[WHAT YOU SHOULD DO]
Where the data below has the string "radius", return the whole line.

Stored data:
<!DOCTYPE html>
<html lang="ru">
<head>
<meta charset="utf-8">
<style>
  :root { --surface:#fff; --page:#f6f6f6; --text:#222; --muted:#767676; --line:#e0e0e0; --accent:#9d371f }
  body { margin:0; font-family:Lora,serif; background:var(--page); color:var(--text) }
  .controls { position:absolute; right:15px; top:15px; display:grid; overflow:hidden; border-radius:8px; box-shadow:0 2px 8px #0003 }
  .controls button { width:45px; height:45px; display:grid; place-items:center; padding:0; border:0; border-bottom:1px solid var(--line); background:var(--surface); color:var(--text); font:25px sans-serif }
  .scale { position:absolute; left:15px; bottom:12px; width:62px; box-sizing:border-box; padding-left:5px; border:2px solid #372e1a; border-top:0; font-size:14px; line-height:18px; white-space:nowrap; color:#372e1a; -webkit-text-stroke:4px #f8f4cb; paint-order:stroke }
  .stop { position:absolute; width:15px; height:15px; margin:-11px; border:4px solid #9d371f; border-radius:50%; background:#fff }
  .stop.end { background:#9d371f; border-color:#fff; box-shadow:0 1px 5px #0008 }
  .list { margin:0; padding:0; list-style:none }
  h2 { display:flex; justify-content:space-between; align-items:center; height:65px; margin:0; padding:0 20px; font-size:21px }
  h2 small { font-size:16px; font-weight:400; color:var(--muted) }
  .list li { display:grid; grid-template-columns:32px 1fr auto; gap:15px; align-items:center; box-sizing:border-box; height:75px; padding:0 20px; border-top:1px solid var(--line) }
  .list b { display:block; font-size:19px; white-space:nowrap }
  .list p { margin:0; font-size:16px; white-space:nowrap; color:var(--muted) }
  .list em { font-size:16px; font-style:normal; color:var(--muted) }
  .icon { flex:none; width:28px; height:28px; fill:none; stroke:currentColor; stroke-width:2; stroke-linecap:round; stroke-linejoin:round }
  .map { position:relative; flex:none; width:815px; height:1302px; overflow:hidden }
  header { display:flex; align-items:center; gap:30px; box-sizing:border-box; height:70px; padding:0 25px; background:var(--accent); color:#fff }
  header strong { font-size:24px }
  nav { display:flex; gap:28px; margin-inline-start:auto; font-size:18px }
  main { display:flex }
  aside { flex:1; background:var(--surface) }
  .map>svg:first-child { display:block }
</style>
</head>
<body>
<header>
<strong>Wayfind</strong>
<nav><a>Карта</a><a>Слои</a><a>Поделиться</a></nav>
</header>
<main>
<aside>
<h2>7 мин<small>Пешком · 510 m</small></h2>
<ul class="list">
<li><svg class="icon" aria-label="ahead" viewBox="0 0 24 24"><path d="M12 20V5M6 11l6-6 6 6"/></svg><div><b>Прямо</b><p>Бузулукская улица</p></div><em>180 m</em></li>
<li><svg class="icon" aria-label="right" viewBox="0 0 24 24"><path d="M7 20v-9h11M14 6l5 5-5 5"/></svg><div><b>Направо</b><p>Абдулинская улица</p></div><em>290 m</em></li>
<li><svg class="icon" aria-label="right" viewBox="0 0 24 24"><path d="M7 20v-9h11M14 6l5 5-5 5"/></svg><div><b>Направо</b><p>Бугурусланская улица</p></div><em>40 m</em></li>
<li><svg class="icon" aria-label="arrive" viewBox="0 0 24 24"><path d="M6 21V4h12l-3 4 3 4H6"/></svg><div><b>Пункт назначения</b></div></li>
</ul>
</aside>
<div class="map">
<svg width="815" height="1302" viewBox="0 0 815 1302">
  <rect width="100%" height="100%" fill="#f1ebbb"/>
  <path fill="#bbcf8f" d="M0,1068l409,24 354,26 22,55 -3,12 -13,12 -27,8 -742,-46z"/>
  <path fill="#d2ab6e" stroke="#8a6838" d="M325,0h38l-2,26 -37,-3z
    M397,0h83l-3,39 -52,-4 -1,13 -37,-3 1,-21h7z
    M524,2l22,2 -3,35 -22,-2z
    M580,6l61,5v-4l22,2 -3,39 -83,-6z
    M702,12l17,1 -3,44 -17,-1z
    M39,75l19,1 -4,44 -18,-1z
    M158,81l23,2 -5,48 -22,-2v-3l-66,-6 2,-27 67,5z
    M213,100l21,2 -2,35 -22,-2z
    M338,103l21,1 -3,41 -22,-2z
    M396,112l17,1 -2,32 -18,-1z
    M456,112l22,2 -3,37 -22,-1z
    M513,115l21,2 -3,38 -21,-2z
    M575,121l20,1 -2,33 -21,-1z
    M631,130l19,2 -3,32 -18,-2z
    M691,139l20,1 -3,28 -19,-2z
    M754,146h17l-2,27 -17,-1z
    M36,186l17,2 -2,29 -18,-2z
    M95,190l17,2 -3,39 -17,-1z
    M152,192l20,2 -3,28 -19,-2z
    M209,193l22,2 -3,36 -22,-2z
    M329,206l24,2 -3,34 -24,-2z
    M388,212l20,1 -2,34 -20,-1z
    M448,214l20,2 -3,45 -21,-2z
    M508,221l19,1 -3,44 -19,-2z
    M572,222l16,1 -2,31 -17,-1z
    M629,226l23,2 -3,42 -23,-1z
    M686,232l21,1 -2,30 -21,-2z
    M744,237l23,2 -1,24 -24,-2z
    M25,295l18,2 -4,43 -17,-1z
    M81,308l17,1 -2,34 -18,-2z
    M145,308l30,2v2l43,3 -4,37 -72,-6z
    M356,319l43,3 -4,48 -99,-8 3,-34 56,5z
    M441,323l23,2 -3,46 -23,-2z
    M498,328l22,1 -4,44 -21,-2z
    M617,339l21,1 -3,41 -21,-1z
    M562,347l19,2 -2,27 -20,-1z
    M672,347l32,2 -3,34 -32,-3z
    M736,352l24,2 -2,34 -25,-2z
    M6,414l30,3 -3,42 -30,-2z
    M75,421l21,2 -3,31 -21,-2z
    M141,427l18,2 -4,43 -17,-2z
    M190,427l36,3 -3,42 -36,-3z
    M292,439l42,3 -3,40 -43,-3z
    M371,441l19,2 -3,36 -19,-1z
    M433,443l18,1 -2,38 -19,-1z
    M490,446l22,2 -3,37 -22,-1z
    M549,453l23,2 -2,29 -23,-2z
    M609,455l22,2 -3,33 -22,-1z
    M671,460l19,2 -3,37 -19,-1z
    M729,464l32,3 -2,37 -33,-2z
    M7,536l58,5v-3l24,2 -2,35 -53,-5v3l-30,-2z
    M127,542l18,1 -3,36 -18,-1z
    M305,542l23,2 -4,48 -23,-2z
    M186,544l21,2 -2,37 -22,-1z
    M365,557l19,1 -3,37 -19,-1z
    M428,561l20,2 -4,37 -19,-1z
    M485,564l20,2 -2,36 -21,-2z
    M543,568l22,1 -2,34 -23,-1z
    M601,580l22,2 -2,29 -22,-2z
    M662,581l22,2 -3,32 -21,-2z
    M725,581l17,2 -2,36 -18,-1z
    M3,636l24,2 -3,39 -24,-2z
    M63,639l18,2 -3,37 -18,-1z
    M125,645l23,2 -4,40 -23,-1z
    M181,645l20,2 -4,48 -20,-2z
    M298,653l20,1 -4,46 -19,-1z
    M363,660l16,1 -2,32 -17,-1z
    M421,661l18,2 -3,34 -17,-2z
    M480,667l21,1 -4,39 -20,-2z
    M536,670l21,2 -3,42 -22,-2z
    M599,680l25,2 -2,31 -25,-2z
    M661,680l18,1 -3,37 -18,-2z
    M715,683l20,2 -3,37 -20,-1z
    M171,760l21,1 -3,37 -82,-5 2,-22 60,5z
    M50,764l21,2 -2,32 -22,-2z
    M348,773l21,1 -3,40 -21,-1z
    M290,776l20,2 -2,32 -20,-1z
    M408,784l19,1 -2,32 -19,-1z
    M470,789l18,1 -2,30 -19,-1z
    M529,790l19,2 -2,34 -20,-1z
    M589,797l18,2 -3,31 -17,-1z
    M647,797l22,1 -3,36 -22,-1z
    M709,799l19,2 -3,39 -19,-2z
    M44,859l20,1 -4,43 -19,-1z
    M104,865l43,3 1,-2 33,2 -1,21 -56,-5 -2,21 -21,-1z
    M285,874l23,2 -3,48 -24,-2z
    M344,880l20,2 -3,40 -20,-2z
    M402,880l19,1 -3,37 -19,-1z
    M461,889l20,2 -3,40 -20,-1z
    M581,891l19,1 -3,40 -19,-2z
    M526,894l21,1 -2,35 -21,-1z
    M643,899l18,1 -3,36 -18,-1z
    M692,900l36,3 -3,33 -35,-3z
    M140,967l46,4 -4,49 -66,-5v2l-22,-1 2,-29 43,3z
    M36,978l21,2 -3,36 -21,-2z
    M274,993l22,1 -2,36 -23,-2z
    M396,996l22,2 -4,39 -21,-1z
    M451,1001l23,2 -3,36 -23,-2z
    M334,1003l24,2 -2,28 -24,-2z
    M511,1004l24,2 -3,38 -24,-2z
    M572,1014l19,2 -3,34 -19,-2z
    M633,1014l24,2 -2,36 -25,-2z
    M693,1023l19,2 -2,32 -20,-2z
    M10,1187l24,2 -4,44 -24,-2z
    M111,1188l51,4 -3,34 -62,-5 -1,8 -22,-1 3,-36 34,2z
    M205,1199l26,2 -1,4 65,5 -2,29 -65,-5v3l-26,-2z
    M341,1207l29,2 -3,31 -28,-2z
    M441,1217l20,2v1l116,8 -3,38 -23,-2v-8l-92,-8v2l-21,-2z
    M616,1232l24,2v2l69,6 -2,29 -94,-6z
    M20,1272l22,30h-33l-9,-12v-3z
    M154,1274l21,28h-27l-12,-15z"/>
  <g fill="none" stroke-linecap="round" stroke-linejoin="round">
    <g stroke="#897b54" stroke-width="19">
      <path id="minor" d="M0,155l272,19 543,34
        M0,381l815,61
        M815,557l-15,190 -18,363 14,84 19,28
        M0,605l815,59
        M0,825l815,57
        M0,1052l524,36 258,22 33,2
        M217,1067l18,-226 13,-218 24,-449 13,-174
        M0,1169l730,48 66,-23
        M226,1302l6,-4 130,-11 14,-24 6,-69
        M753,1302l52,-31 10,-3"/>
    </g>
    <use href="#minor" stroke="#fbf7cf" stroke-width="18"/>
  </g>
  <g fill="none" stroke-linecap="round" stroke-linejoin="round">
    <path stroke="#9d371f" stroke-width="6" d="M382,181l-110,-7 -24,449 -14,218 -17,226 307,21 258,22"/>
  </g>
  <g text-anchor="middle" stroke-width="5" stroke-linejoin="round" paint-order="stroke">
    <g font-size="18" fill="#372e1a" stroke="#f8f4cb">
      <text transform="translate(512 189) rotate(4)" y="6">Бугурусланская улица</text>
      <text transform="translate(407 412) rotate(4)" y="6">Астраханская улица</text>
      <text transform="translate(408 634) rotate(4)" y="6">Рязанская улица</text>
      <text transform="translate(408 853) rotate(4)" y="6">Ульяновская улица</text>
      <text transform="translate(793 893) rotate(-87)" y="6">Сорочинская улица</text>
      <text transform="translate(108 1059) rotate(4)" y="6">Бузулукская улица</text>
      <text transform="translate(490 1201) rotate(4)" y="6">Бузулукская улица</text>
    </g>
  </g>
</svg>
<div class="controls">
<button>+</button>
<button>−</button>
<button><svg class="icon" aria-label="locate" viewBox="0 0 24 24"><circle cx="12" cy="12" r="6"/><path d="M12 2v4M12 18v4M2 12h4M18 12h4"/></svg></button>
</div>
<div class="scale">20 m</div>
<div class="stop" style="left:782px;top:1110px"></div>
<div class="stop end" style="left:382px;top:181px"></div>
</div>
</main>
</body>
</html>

[RESULT OF THE EXERCISE]
  .controls { position:absolute; right:15px; top:15px; display:grid; overflow:hidden; border-radius:8px; box-shadow:0 2px 8px #0003 }
  .stop { position:absolute; width:15px; height:15px; margin:-11px; border:4px solid #9d371f; border-radius:50%; background:#fff }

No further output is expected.